First of all, a bit of history. The Schloss started off as a defensive castle (called a “Burg” in German) for the local rulers and was first mentioned in 1225. The buildings were initially built of wood and then gradually replaced with stone structures. By the end of the 14th century a simple defensive fortress was no longer considered grand enough for these rulers. So under the local sovereign Ruprecht 1, founder of the University of Heidelberg, it was expanded into the kind of residence which he thought would reflect his rank.
By the beginning of the 17th century the Schloss had become one of the most famous building complexes in the Holy Roman Empire. You can see the mixture of renaissance styles in the grand facades around the central courtyard. Here’s one of them, the Ottheinrichbau.
In the late 17th century the castle was repeatedly attacked and heavily damaged by the French, and afterwards some attempts were made to repair it. Then in 1764 it caught fire after two lightning strikes and was left in ruins. For some time after that the locals helped themselves to stones from the ruins to build houses in the town.
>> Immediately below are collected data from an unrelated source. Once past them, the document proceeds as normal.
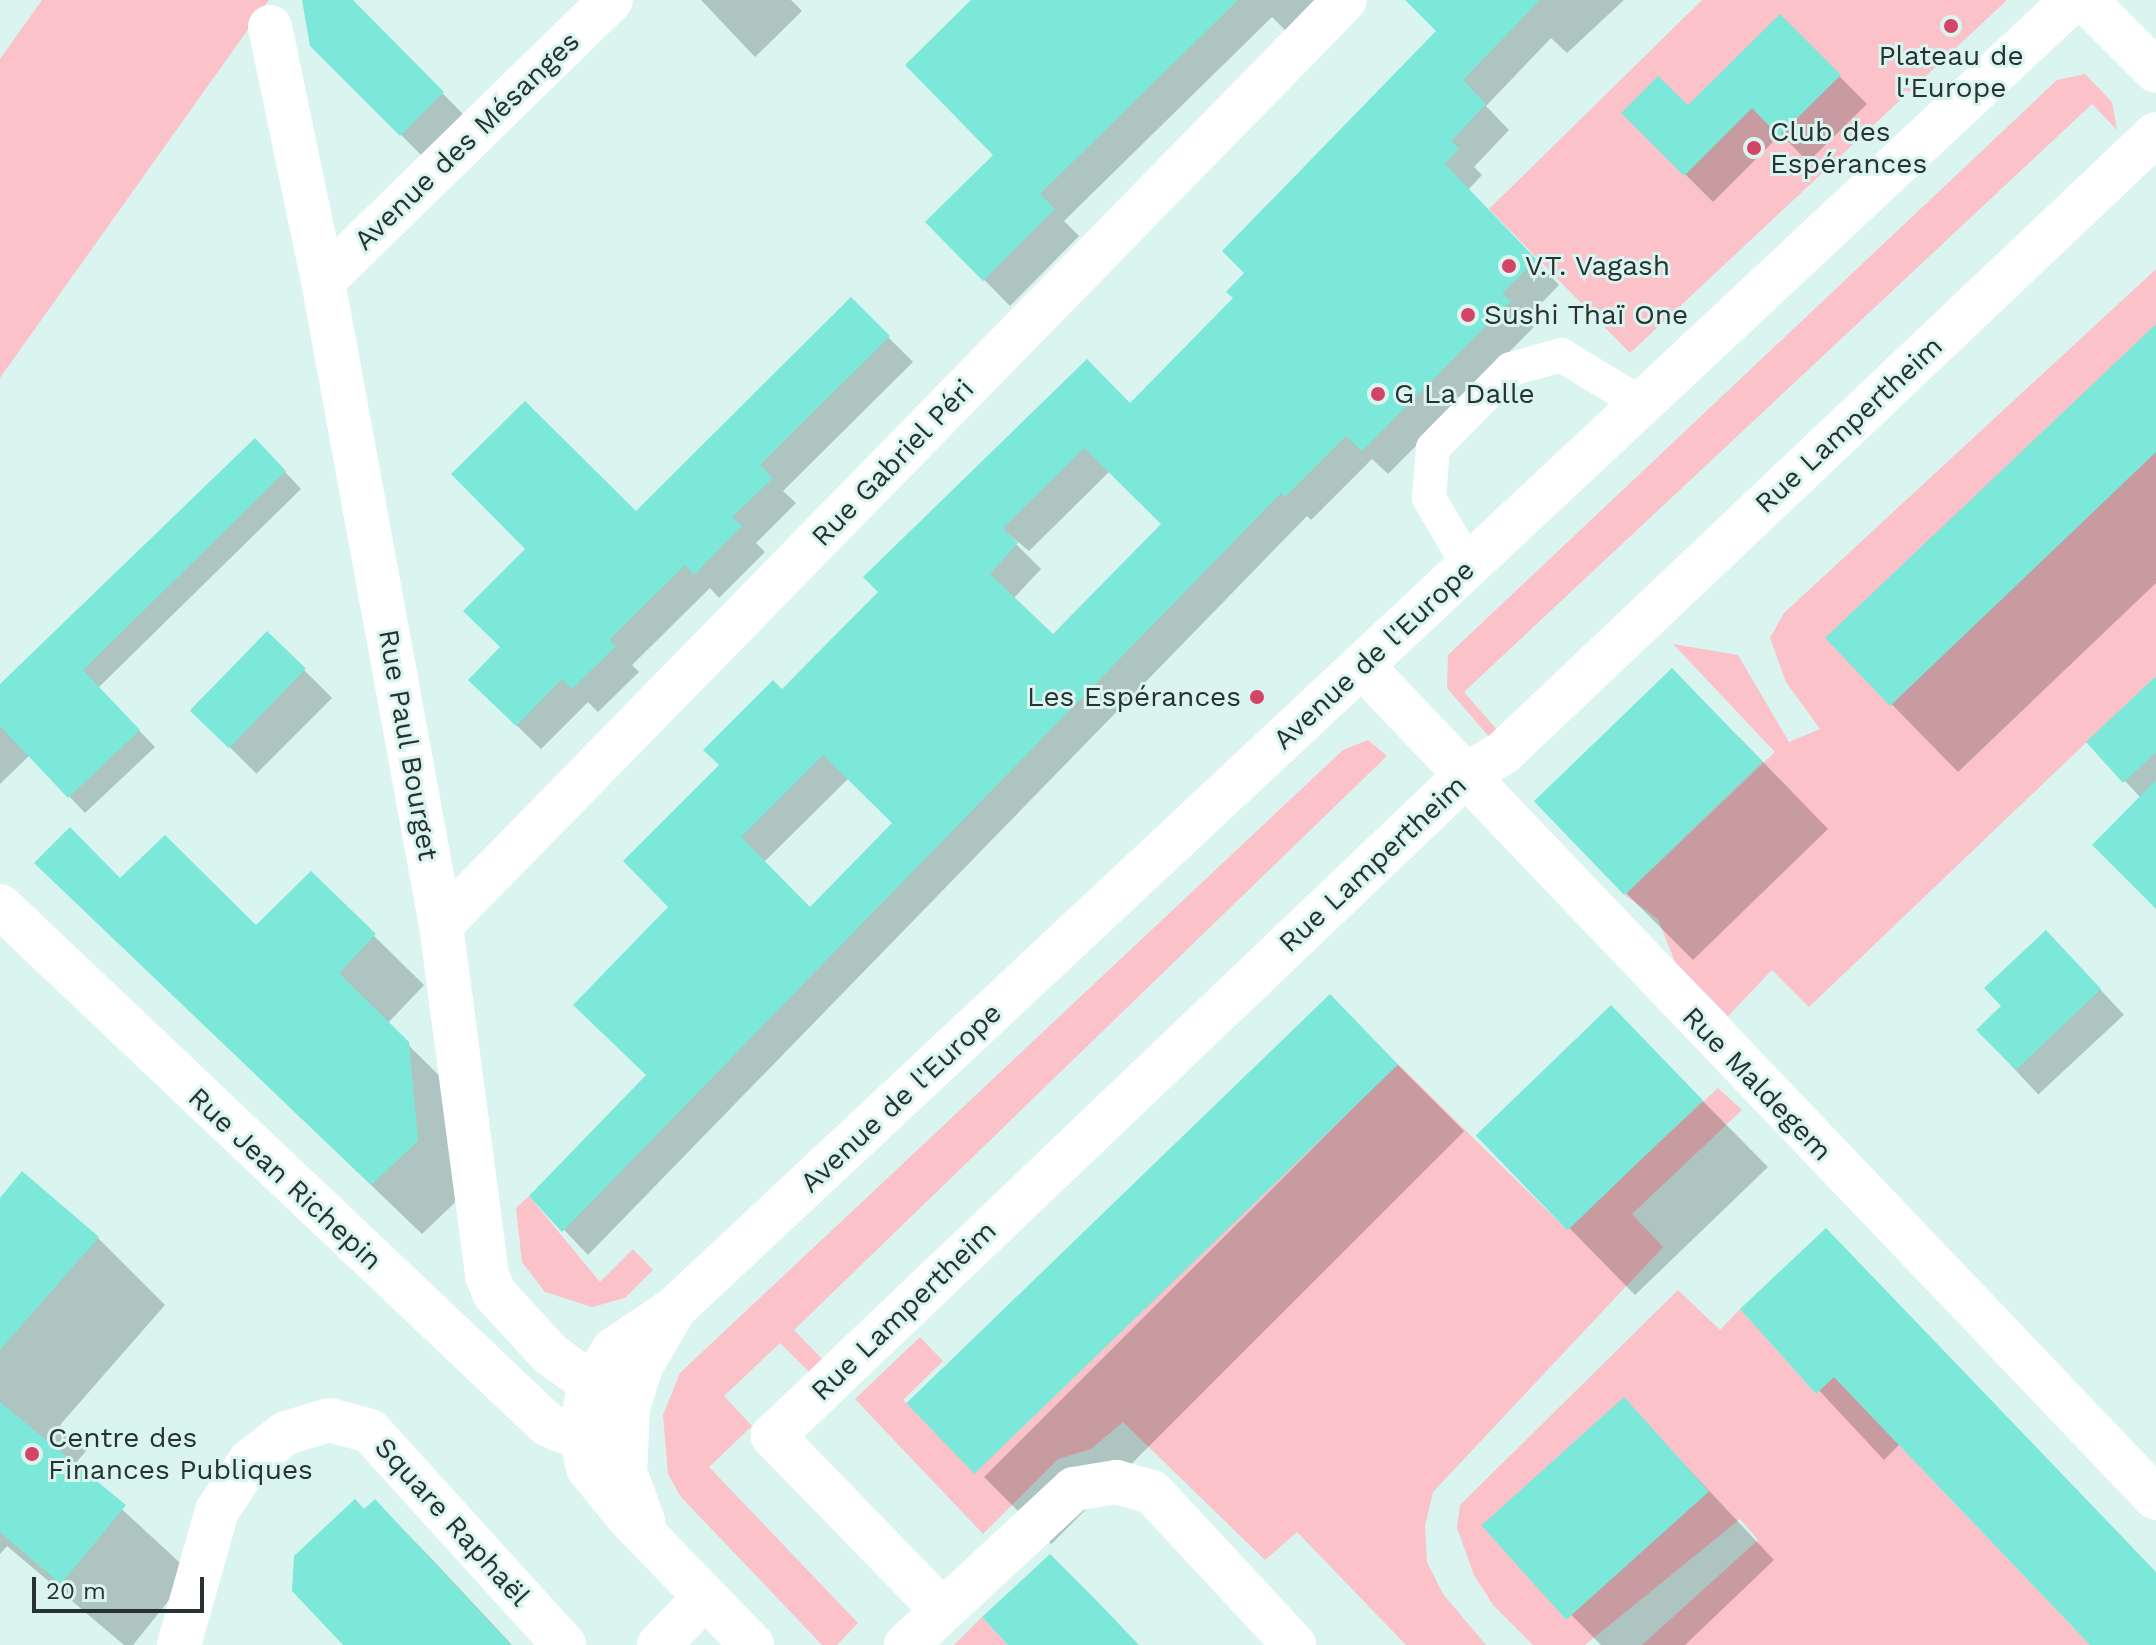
<!DOCTYPE html>
<html>
<head>
<meta charset="utf-8">
<style>
	body { margin:0 }
	#map { position:relative; width:2156px; height:1645px; overflow:hidden; background:#daf5f0; font-family:"Work Sans",sans-serif }
	div>[style] { position:absolute }
	[style*='--x'] { left:calc(var(--x)*1px); top:calc(var(--y)*1px); width:calc(var(--w)*1px); rotate:calc(var(--a)*1deg) }
	.green>* { inset:0; background:#fbc2ca }
	.shadow>* { inset:0; background:#0003; transform-origin:0 0 }
	.building>* { inset:0; background:#7ce8d9; transform-origin:0 0 }
	.lane>* { height:34px; margin:-17px; padding:0 17px; transform-origin:17px; border-radius:17px; background:#fff }
	.street>* { height:44px; margin:-22px; padding:0 22px; transform-origin:22px; border-radius:22px; background:#fff }
	.secondary>* { height:44px; margin:-22px; padding:0 22px; transform-origin:22px; border-radius:22px; background:#fff }
	.dots>* { width:22px; height:22px; translate:-50% -50%; box-sizing:border-box; border:4px solid #daf5f0; border-radius:50% }
	span { translate:-50% -50%; white-space:nowrap; text-align:center; line-height:1.15; -webkit-text-stroke:6px #daf5f0; paint-order:stroke }
	.poi-label { font-size:28px; color:#283331 }
	.left { translate:0 -50%; text-align:left }
	.right { translate:-100% -50%; text-align:right }
	.street-label { font-size:28px; color:#283331 }
	.scale { position:absolute; left:32px; top:1577px; width:172px; height:36px; box-sizing:border-box; border:4px solid #283331; border-top:0; padding-left:10px; font-size:24px; line-height:28px; white-space:nowrap; color:#283331; -webkit-text-stroke:6px #daf5f0; paint-order:stroke }
</style>
</head>
<body>
<div id="map">
	<div class="green">
		<div style="clip-path:polygon(42px 0,269px 0,0 378px,0 59px)"></div>
		<div style="clip-path:polygon(1702px 0,2007px 0,1630px 353px,1489px 209px)"></div>
		<div style="clip-path:polygon(2085px 74px,2112px 102px,2117px 130px,2092px 104px,1464px 692px,1499px 732px,1490px 738px,1447px 688px,1448px 655px,2057px 80px)"></div>
		<div style="clip-path:polygon(2156px 269px,2156px 676px,1809px 1007px,1772px 970px,1728px 1016px,1675px 962px,1658px 919px,1625px 895px,1775px 752px,1673px 644px,1738px 655px,1789px 742px,1820px 729px,1786px 682px,1770px 638px,1784px 613px)"></div>
		<div style="clip-path:polygon(1368px 740px,1387px 756px,794px 1330px,824px 1361px,810px 1373px,780px 1343px,724px 1396px,752px 1426px,709px 1467px,858px 1623px,837px 1645px,822px 1645px,681px 1497px,668px 1474px,663px 1415px,680px 1373px,1343px 750px)"></div>
		<div style="clip-path:polygon(1398px 1064px,1566px 1229px,1718px 1088px,1742px 1110px,1632px 1214px,1663px 1247px,1433px 1492px,1425px 1526px,1427px 1562px,1443px 1594px,1486px 1645px,1406px 1645px,1297px 1532px,1265px 1560px,1123px 1422px,1091px 1449px,1058px 1459px,983px 1534px,855px 1399px,920px 1337px,943px 1361px,903px 1400px,974px 1469px)"></div>
		<div style="clip-path:polygon(529px 1196px,600px 1282px,633px 1249px,653px 1270px,625px 1298px,592px 1307px,545px 1292px,522px 1262px,516px 1208px)"></div>
		<div style="clip-path:polygon(1678px 1290px,1720px 1330px,1740px 1309px,1816px 1394px,1834px 1377px,2090px 1645px,1642px 1645px,1758px 1540px,1740px 1519px,1585px 1645px,1533px 1645px,1493px 1605px,1474px 1575px,1457px 1528px,1460px 1505px)"></div>
		<div style="clip-path:polygon(982px 1617px,1008px 1645px,954px 1645px)"></div>
	</div>
	<div class="shadow">
		<div style="clip-path:polygon(304px 0,350px 0,465px 116px,423px 157px,312px 45px)"></div>
		<div style="clip-path:polygon(701px 0,791px 0,802px 11px,755px 57px)"></div>
		<div style="clip-path:polygon(974px 0,1318px 0,1287px 32px,1272px 17px,1064px 221px,1079px 236px,1010px 306px,928px 223px,996px 155px)"></div>
		<div style="clip-path:polygon(evenodd,1446px 0,1624px 0,1567px 53px,1551px 38px,1486px 106px,1509px 130px,1474px 167px,1482px 175px,1468px 190px,1559px 285px,1526px 319px,1534px 327px,1388px 474px,1372px 459px,1311px 520px,1307px 516px,588px 1255px,532px 1196px,649px 1076px,671px 907px,721px 766px,782px 692px,1130px 406px,1236px 298px,1247px 273px,1439px 31px,1446px 0,1110px 471px,1163px 524px,1053px 637px,1013px 599px,1041px 569px,995px 523px,1029px 551px,1110px 471px,1446px 0,849px 778px,894px 823px,810px 910px,764px 862px,849px 778px)"></div>
		<div style="clip-path:polygon(1780px 17px,1867px 104px,1808px 162px,1781px 134px,1713px 202px,1624px 113px,1688px 108px)"></div>
		<div style="clip-path:polygon(851px 300px,913px 362px,783px 491px,796px 503px,756px 543px,765px 552px,719px 598px,710px 588px,632px 665px,639px 672px,598px 712px,588px 702px,541px 749px,470px 680px)"></div>
		<div style="clip-path:polygon(2156px 327px,2156px 583px,1958px 772px,1827px 638px)"></div>
		<div style="clip-path:polygon(271px 457px,301px 489px,98px 688px,155px 747px,85px 813px,30px 755px,0 784px,0 687px)"></div>
		<div style="left:267px;top:633px;width:92px;height:107px;rotate:45deg"></div>
		<div style="clip-path:polygon(2156px 679px,2156px 806px,2152px 810px,2089px 742px)"></div>
		<div style="clip-path:polygon(1739px 737px,1828px 829px,1693px 960px,1626px 893px)"></div>
		<div style="clip-path:polygon(311px 874px,424px 985px,387px 1024px,458px 1094px,467px 1191px,422px 1234px,87px 912px,256px 928px)"></div>
		<div style="left:2070px;top:957px;width:79px;height:117px;rotate:47deg"></div>
		<div style="left:1397px;top:1064px;width:95px;height:584px;rotate:45deg"></div>
		<div style="clip-path:polygon(1677px 1075px,1768px 1167px,1635px 1295px,1479px 1136px)"></div>
		<div style="clip-path:polygon(0 1201px,98px 1238px,165px 1305px,60px 1425px,86px 1451px,74px 1465px,191px 1573px,133px 1645px,124px 1645px,7px 1546px,0 1554px)"></div>
		<div style="clip-path:polygon(1826px 1231px,2156px 1573px,2156px 1645px,2093px 1645px,1900px 1444px,1884px 1460px,1743px 1309px)"></div>
		<div style="clip-path:polygon(1624px 1400px,1774px 1560px,1685px 1645px,1601px 1645px,1490px 1532px)"></div>
		<div style="clip-path:polygon(375px 1502px,429px 1556px,512px 1645px,346px 1645px,364px 1511px)"></div>
	</div>
	<div class="building">
		<div style="clip-path:polygon(302px 0,353px 0,444px 92px,400px 136px,310px 46px)"></div>
		<div style="clip-path:polygon(971px 0,1238px 0,1040px 194px,1055px 209px,983px 281px,925px 222px,993px 155px,905px 65px)"></div>
		<div style="clip-path:polygon(evenodd,1405px 0,1540px 0,1463px 80px,1486px 104px,1451px 141px,1459px 149px,1445px 164px,1536px 259px,1502px 294px,1511px 301px,1362px 451px,1346px 436px,1285px 497px,1281px 493px,562px 1232px,529px 1196px,646px 1075px,573px 1005px,668px 907px,623px 861px,719px 765px,703px 750px,773px 680px,782px 689px,878px 592px,863px 577px,1087px 359px,1130px 403px,1233px 298px,1226px 292px,1244px 273px,1222px 251px,1436px 31px,1405px 0,1084px 448px,1161px 524px,1053px 634px,990px 574px,1018px 543px,1003px 528px,1084px 448px,1405px 0,823px 755px,892px 823px,810px 907px,741px 837px,823px 755px)"></div>
		<div style="clip-path:polygon(1780px 14px,1841px 75px,1779px 136px,1752px 108px,1684px 176px,1621px 113px,1658px 76px,1688px 105px)"></div>
		<div style="clip-path:polygon(851px 297px,890px 336px,760px 465px,773px 478px,732px 517px,742px 526px,694px 575px,685px 565px,609px 640px,616px 646px,572px 689px,562px 679px,516px 726px,468px 680px,500px 647px,463px 611px,525px 549px,451px 474px,525px 401px,636px 511px)"></div>
		<div style="clip-path:polygon(2156px 324px,2156px 452px,1890px 706px,1825px 638px)"></div>
		<div style="clip-path:polygon(255px 438px,286px 471px,83px 670px,140px 730px,68px 798px,0 726px,0 684px)"></div>
		<div style="left:267px;top:631px;width:54px;height:111px;rotate:44deg"></div>
		<div style="left:1672px;top:668px;width:130px;height:192px;rotate:46deg"></div>
		<div style="clip-path:polygon(2156px 676px,2156px 752px,2123px 783px,2086px 742px)"></div>
		<div style="clip-path:polygon(2156px 780px,2156px 909px,2092px 845px)"></div>
		<div style="clip-path:polygon(70px 827px,120px 878px,165px 835px,256px 925px,311px 871px,376px 934px,339px 973px,409px 1042px,418px 1141px,371px 1185px,34px 863px)"></div>
		<div style="clip-path:polygon(2046px 930px,2101px 989px,2016px 1070px,1976px 1030px,2001px 1006px,1984px 988px)"></div>
		<div style="left:1330px;top:994px;width:98px;height:589px;rotate:46deg"></div>
		<div style="left:1611px;top:1005px;width:132px;height:188px;rotate:46deg"></div>
		<div style="clip-path:polygon(22px 1171px,99px 1237px,0 1350px,0 1198px)"></div>
		<div style="clip-path:polygon(1826px 1228px,2156px 1572px,2156px 1645px,2090px 1645px,1834px 1377px,1816px 1394px,1740px 1309px)"></div>
		<div style="left:1624px;top:1397px;width:127px;height:192px;rotate:48deg"></div>
		<div style="clip-path:polygon(0 1402px,126px 1505px,61px 1584px,0 1532px)"></div>
		<div style="clip-path:polygon(355px 1499px,364px 1509px,375px 1499px,511px 1645px,343px 1645px,292px 1591px,294px 1556px)"></div>
		<div style="clip-path:polygon(1050px 1554px,1096px 1600px,1139px 1645px,1008px 1645px,982px 1617px)"></div>
	</div>
	<div class="lane">
		<div style="--x:1469;--y:566;--w:79;--a:-120.5"></div>
		<div style="--x:1429;--y:498;--w:50;--a:-85.4"></div>
		<div style="--x:1433;--y:448;--w:111;--a:-45.4"></div>
		<div style="--x:1511;--y:369;--w:52;--a:-15.6"></div>
		<div style="--x:1561;--y:355;--w:95;--a:31.2"></div>
	</div>
	<div class="street">
		<div style="--x:2085;--y:0;--w:100;--a:45"></div>
		<div style="--x:270;--y:27;--w:259;--a:78.2"></div>
		<div style="--x:323;--y:281;--w:655;--a:79.62"></div>
		<div style="--x:441;--y:925;--w:353;--a:82.5"></div>
		<div style="--x:487;--y:1275;--w:19;--a:69"></div>
		<div style="--x:494;--y:1293;--w:83;--a:47.4"></div>
		<div style="--x:550;--y:1354;--w:44;--a:35.8"></div>
		<div style="--x:586;--y:1380;--w:46;--a:19.2"></div>
		<div style="--x:323;--y:281;--w:402;--a:-44.3"></div>
		<div style="--x:1362;--y:666;--w:1150;--a:46.34"></div>
		<div style="--x:0;--y:906;--w:753;--a:43.44"></div>
		<div style="--x:547;--y:1424;--w:17;--a:25"></div>
		<div style="--x:562;--y:1431;--w:63;--a:4.5"></div>
		<div style="--x:441;--y:925;--w:1293;--a:-45.66"></div>
		<div style="--x:942;--y:1610;--w:243;--a:-134.2"></div>
		<div style="--x:773;--y:1436;--w:958;--a:-43.65"></div>
		<div style="--x:1466;--y:775;--w:44;--a:-31.2"></div>
		<div style="--x:1504;--y:752;--w:898;--a:-43.47"></div>
		<div style="--x:179;--y:1645;--w:139;--a:-74.2"></div>
		<div style="--x:217;--y:1511;--w:60;--a:-56.6"></div>
		<div style="--x:250;--y:1461;--w:46;--a:-37.9"></div>
		<div style="--x:286;--y:1433;--w:45;--a:-16.8"></div>
		<div style="--x:329;--y:1420;--w:42;--a:15"></div>
		<div style="--x:370;--y:1431;--w:289;--a:47.8"></div>
		<div style="--x:659;--y:1645;--w:66;--a:-46.2"></div>
		<div style="--x:906;--y:1645;--w:229;--a:-42.9"></div>
		<div style="--x:1074;--y:1489;--w:43;--a:-9.5"></div>
		<div style="--x:1116;--y:1482;--w:37;--a:16"></div>
		<div style="--x:1152;--y:1492;--w:209;--a:47.1"></div>
	</div>
	<div class="secondary">
		<div style="--x:643;--y:1521;--w:52;--a:-110.2"></div>
		<div style="--x:625;--y:1472;--w:64;--a:-87.3"></div>
		<div style="--x:628;--y:1408;--w:44;--a:-72.8"></div>
		<div style="--x:641;--y:1366;--w:59;--a:-59.5"></div>
		<div style="--x:752;--y:1645;--w:178;--a:-134.1"></div>
		<div style="--x:628;--y:1517;--w:63;--a:-129.2"></div>
		<div style="--x:588;--y:1468;--w:32;--a:-103"></div>
		<div style="--x:581;--y:1437;--w:42;--a:-81.9"></div>
		<div style="--x:587;--y:1395;--w:52;--a:-60"></div>
		<div style="--x:613;--y:1350;--w:73;--a:-33.9"></div>
		<div style="--x:674;--y:1309;--w:1916;--a:-43.1"></div>
	</div>
	<div class="dots">
		<div style="left:1951px;top:26px;background:#d34468"></div>
		<div style="left:1754px;top:148px;background:#d34468"></div>
		<div style="left:1509px;top:266px;background:#d34468"></div>
		<div style="left:1468px;top:315px;background:#d34468"></div>
		<div style="left:1378px;top:394px;background:#d34468"></div>
		<div style="left:1257px;top:697px;background:#d34468"></div>
		<div style="left:32px;top:1454px;background:#d34468"></div>
	</div>
	<div class="poi-label">
		<span style="left:1951px;top:72px">Plateau de<br>l'Europe</span>
		<span class="left" style="left:1770px;top:148px">Club des<br>Espérances</span>
		<span class="left" style="left:1525px;top:266px">V.T. Vagash</span>
		<span class="left" style="left:1484px;top:315px">Sushi Thaï One</span>
		<span class="left" style="left:1394px;top:394px">G La Dalle</span>
		<span class="right" style="left:1241px;top:697px">Les Espérances</span>
		<span class="left" style="left:48px;top:1454px">Centre des<br>Finances Publiques</span>
	</div>
	<div class="street-label">
		<span style="left:467px;top:141px;rotate:-44deg">Avenue des Mésanges</span>
		<span style="left:1849px;top:425px;rotate:-43deg">Rue Lampertheim</span>
		<span style="left:893px;top:463px;rotate:-46deg">Rue Gabriel Péri</span>
		<span style="left:1374px;top:655px;rotate:-43deg">Avenue de l'Europe</span>
		<span style="left:408px;top:745px;rotate:80deg">Rue Paul Bourget</span>
		<span style="left:1373px;top:864px;rotate:-43deg">Rue Lampertheim</span>
		<span style="left:1757px;top:1084px;rotate:46deg">Rue Maldegem</span>
		<span style="left:901px;top:1098px;rotate:-43deg">Avenue de l'Europe</span>
		<span style="left:285px;top:1179px;rotate:43deg">Rue Jean Richepin</span>
		<span style="left:904px;top:1311px;rotate:-44deg">Rue Lampertheim</span>
		<span style="left:452px;top:1522px;rotate:48deg">Square Raphaël</span>
	</div>
	<div class="scale">20 m</div>
</div>
</body>
</html>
With the rise of the Romantic Movement in the 19th Century Heidelberg Castle became a national monument. It was seen as a monument to German history and attracted many romantic poets and artists (including William Turner) who loved the combination of ruins and nature, and the brooding atmosphere. Since 1893 there has been some restoration but the Schloss is still regarded as a ruin, attracting around one million visitors a year from all over the world.
We were amazed by the size of the Schloss. Lots of families were visiting when we were there and kids love castles! My favourite outdoor spots were the huge terraces, because of their size and beautiful views over the city, Alte Bruecke or Old Bridge, and Neckar River.
We thought the best one was the “Scheffel” Terrace named after one of the 19th Century romantic poets. I should mention that major renovations are taking place in the castle’s extensive gardens and so parts of the terraces are barricaded off at the moment.
As for the castle itself, I loved the Fasskeller, or Barrel Cellar. The first thing you see when you go in there is people sampling local wines and eating pieces of cake. It was a bit early for the wine so we opted for other drinks but didn’t miss out the cake. Himbeerkuchen mit Schlagsahne – fresh raspberry cake with whipped cream – gave us enough energy for another couple of hours’ exploring. Cake is one thing we always include on trips to Germany, wherever we go. And it turns up in the most unexpected places.
I’d heard about the enormous wine barrel in this room. It was constructed in 1750 and held 200,000 litres of wine, which used to be pumped via a pipe into the adjacent banqueting hall. We spotted a huge barrel and excitedly took a photo of our daughter in front of it to give an idea of the size.
But wait! I’d read that you could climb up some steps at the side of the barrel and walk on the platform on top of it, which was designed to be used as a dance floor. Where were they? No steps or platform were to be seen, and it was then that we noticed the real great barrel. It was much bigger than the one we’d thought was huge. It’s the largest wine barrel in the world, made from 130 oak trees and 7 metres wide. We climbed up the wooden staircase to the side of the barrel and walked about on the top of it, where the privileged guests at the castle banquets used to dance.
I forgot to mention that your approach to the barrel will be watched over by the painted wooden statue of a court jester called Clemens Perkeo, who according to legend could empty the entire great barrel in one gulp.